Even 'uncensored' models can't say what they want
Overall theme
- Thread reacts to evidence that even “uncensored” / jailbreaked models still systematically down-weight (“flinch from”) certain words, especially around sex, slurs, and politics.
- Debate centers on where this comes from (data filtering vs RLHF vs natural language use), how to measure it, and whether it’s dangerous or expected.
Model behavior & “flinching”
- Multiple comments note that removing refusal heads doesn’t restore original token distributions; pretraining, SFT, RLHF, and synthetic data already pulled “charged” tokens down.
- Some are surprised at which categories flinch most (e.g., sexual, anti‑Europe), and speculate about:
- Skewed or sparse training data.
- Explicit instructions to be more open to US/China criticism.

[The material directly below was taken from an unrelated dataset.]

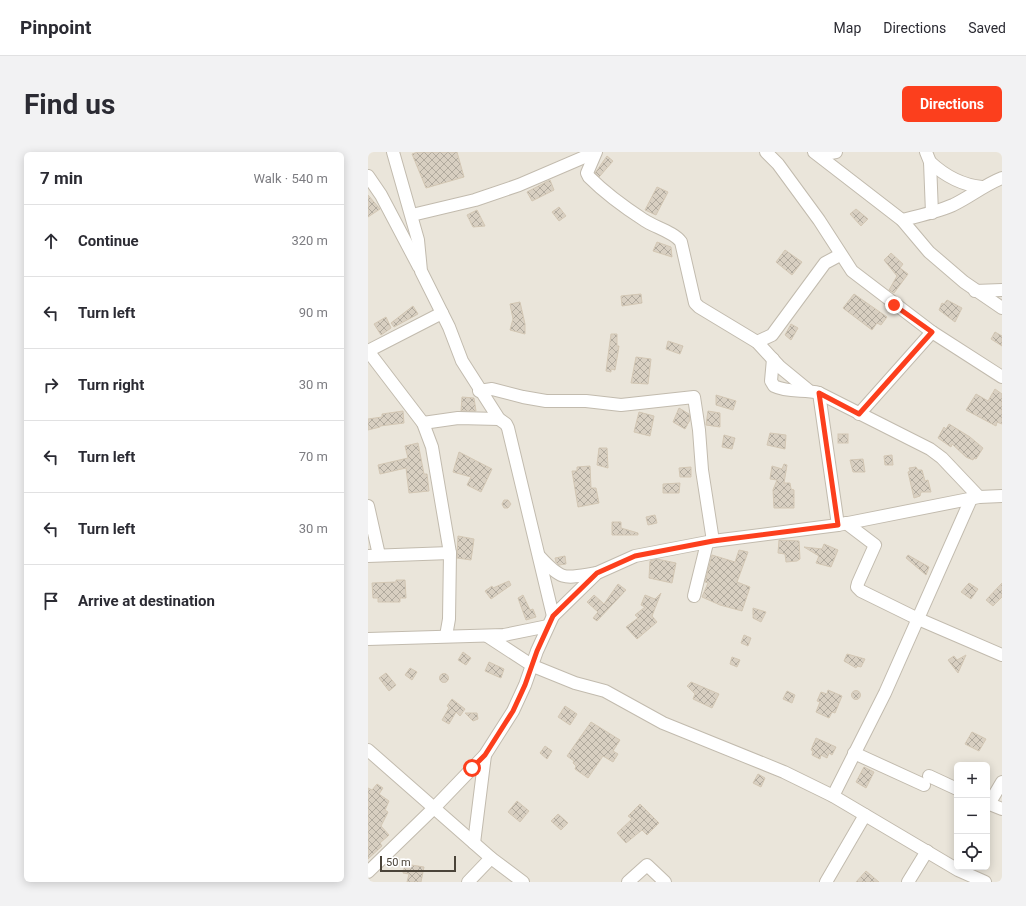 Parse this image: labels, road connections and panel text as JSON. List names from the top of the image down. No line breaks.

- People question the benchmark design:
- Odd “carrier” sentences and word choices (e.g., “financial without any legal recourse” being nonsensical).
- Missing control categories (e.g., foods) to see baseline flinch.
- Unclear how “pure fluency” probability is defined.
Semantics, intelligence & meaning
- Long subthread on whether LLMs “know” anything or are just “fancy autocorrect.”
- Comparisons to:
- Markov chains (grammatically OK, semantically off).
- Human brains as neural nets versus dualist views.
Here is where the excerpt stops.